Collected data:
***
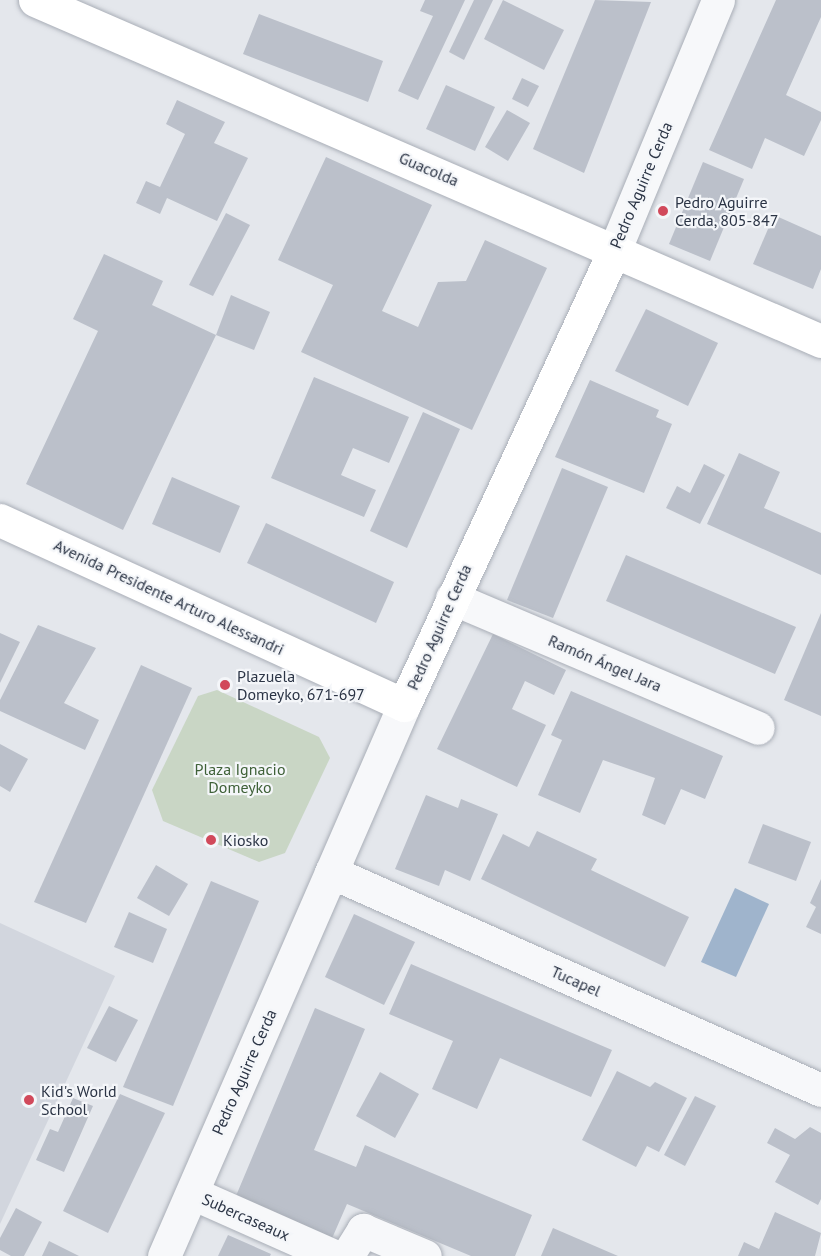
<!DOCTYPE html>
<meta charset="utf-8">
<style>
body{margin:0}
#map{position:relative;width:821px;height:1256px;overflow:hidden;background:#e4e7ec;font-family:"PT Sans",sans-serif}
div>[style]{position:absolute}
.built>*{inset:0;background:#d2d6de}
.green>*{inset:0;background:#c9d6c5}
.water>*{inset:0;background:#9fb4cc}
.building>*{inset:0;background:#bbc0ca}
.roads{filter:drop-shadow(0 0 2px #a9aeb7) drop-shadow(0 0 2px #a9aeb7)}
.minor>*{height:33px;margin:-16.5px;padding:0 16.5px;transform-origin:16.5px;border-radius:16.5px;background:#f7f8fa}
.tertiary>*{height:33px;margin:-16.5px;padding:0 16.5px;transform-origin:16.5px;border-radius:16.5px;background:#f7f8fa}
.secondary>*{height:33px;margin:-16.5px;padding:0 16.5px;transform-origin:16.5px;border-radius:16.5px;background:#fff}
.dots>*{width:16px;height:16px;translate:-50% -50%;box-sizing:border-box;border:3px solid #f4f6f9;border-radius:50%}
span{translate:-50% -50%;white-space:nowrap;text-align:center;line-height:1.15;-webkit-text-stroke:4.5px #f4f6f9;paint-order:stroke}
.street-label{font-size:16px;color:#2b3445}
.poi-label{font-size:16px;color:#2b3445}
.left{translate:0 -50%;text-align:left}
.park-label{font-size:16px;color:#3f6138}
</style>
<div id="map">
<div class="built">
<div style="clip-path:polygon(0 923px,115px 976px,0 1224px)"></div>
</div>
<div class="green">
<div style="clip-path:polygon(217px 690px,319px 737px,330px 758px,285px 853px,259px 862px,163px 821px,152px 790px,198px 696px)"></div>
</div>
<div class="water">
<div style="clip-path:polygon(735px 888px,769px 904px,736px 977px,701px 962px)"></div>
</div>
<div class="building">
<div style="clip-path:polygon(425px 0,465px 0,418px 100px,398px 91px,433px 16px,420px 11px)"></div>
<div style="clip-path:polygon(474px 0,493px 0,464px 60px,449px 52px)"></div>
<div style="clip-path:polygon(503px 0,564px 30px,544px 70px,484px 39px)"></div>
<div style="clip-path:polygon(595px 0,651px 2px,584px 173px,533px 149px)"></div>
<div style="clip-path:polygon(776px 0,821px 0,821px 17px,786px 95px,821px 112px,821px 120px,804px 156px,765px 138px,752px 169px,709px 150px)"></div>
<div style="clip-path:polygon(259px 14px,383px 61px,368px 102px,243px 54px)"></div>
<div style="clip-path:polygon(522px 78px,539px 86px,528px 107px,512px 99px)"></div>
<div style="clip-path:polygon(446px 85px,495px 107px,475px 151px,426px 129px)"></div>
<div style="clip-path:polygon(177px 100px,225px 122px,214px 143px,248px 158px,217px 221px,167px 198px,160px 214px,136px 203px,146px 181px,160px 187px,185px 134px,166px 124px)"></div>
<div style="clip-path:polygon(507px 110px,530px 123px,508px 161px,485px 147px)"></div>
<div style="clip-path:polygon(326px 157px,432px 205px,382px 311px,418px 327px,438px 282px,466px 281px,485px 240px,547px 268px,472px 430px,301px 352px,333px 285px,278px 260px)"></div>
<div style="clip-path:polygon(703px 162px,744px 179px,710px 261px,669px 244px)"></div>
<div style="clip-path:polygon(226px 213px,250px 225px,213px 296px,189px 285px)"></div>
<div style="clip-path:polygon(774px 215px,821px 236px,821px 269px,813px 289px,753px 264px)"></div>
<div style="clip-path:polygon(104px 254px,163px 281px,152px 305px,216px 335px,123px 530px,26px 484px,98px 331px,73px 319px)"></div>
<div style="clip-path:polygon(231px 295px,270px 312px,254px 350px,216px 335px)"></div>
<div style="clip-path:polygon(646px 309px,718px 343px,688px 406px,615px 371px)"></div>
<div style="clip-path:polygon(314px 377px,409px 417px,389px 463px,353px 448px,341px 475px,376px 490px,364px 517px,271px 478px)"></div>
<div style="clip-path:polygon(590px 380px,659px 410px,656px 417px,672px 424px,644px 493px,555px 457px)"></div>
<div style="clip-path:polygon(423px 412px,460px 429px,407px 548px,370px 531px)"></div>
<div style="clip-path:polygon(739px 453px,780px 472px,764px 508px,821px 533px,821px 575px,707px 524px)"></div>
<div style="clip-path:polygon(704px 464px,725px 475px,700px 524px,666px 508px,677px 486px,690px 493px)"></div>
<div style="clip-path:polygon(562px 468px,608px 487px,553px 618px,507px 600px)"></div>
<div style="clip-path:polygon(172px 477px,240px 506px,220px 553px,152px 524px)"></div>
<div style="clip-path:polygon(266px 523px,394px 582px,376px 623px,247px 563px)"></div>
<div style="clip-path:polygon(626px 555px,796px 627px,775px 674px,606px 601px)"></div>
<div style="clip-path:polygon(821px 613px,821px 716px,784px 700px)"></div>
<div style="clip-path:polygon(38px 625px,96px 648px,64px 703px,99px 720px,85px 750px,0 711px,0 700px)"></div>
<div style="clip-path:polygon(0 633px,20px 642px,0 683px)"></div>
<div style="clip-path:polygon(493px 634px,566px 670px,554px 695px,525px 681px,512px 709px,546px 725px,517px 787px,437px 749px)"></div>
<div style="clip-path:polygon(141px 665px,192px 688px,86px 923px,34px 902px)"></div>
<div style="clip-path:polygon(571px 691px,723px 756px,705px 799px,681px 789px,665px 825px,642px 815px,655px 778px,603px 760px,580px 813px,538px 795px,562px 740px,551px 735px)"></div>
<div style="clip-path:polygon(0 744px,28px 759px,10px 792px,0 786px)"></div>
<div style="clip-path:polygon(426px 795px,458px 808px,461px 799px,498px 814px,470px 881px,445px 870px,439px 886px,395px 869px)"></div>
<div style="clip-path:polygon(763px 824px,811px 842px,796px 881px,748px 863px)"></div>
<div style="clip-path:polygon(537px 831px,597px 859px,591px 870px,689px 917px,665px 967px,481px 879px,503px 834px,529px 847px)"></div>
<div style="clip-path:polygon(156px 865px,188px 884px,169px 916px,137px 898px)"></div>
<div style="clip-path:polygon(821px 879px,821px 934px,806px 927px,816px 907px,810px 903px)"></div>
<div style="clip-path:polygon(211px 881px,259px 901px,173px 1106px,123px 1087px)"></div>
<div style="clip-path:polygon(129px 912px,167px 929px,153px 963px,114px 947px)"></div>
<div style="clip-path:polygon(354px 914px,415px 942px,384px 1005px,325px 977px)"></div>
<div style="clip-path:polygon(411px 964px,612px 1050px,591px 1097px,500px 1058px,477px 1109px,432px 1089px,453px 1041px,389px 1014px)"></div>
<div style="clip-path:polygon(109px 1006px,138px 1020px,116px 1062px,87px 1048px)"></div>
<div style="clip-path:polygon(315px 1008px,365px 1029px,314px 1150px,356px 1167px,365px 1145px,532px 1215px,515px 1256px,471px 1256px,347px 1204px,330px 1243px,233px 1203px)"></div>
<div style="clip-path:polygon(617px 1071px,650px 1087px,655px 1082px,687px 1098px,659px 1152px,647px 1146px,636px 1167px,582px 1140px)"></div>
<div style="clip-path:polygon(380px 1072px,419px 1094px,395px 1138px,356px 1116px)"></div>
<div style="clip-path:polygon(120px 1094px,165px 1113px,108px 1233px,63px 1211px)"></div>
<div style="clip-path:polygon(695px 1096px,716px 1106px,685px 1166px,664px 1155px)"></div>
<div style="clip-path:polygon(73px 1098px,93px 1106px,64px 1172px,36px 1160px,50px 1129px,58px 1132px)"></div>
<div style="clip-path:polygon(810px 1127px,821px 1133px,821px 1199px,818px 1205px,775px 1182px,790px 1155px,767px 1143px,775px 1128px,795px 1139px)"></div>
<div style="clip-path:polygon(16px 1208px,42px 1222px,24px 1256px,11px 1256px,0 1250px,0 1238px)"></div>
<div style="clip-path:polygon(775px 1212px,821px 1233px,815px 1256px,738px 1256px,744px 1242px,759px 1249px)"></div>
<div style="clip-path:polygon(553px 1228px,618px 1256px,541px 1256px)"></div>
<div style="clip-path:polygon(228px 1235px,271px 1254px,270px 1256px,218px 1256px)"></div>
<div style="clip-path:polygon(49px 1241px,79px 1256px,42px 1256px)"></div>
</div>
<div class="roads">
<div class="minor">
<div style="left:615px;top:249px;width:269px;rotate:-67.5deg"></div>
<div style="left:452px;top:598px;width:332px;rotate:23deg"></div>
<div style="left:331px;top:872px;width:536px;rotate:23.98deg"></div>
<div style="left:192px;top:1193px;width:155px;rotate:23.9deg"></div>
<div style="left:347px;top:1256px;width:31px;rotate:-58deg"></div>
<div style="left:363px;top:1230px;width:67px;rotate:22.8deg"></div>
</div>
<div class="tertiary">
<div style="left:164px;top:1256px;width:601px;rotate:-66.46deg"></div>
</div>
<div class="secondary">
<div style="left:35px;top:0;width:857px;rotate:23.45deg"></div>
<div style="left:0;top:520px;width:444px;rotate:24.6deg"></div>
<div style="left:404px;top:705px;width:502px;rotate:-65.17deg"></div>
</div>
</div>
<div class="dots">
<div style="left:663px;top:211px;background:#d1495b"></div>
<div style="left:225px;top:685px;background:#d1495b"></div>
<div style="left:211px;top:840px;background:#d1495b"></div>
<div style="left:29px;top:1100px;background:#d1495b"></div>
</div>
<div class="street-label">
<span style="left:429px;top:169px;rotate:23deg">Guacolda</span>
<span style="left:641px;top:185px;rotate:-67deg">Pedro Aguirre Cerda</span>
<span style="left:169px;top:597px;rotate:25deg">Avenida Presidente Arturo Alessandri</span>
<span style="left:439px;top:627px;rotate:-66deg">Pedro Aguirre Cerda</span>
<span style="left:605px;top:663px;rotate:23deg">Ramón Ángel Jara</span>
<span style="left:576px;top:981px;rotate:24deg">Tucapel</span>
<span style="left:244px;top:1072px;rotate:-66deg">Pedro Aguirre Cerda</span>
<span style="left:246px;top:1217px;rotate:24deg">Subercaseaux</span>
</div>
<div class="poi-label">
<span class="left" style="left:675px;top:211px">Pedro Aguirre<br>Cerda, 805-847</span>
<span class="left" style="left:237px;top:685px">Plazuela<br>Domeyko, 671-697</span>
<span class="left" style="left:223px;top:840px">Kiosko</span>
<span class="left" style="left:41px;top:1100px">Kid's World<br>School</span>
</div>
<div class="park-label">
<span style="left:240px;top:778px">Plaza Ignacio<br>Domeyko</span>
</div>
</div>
***
REQUIREMENT
Go through the entries and filter for lines holding the word "color"; copy each match.

RESPONSE BELOW
.street-label{font-size:16px;color:#2b3445}
.poi-label{font-size:16px;color:#2b3445}
.park-label{font-size:16px;color:#3f6138}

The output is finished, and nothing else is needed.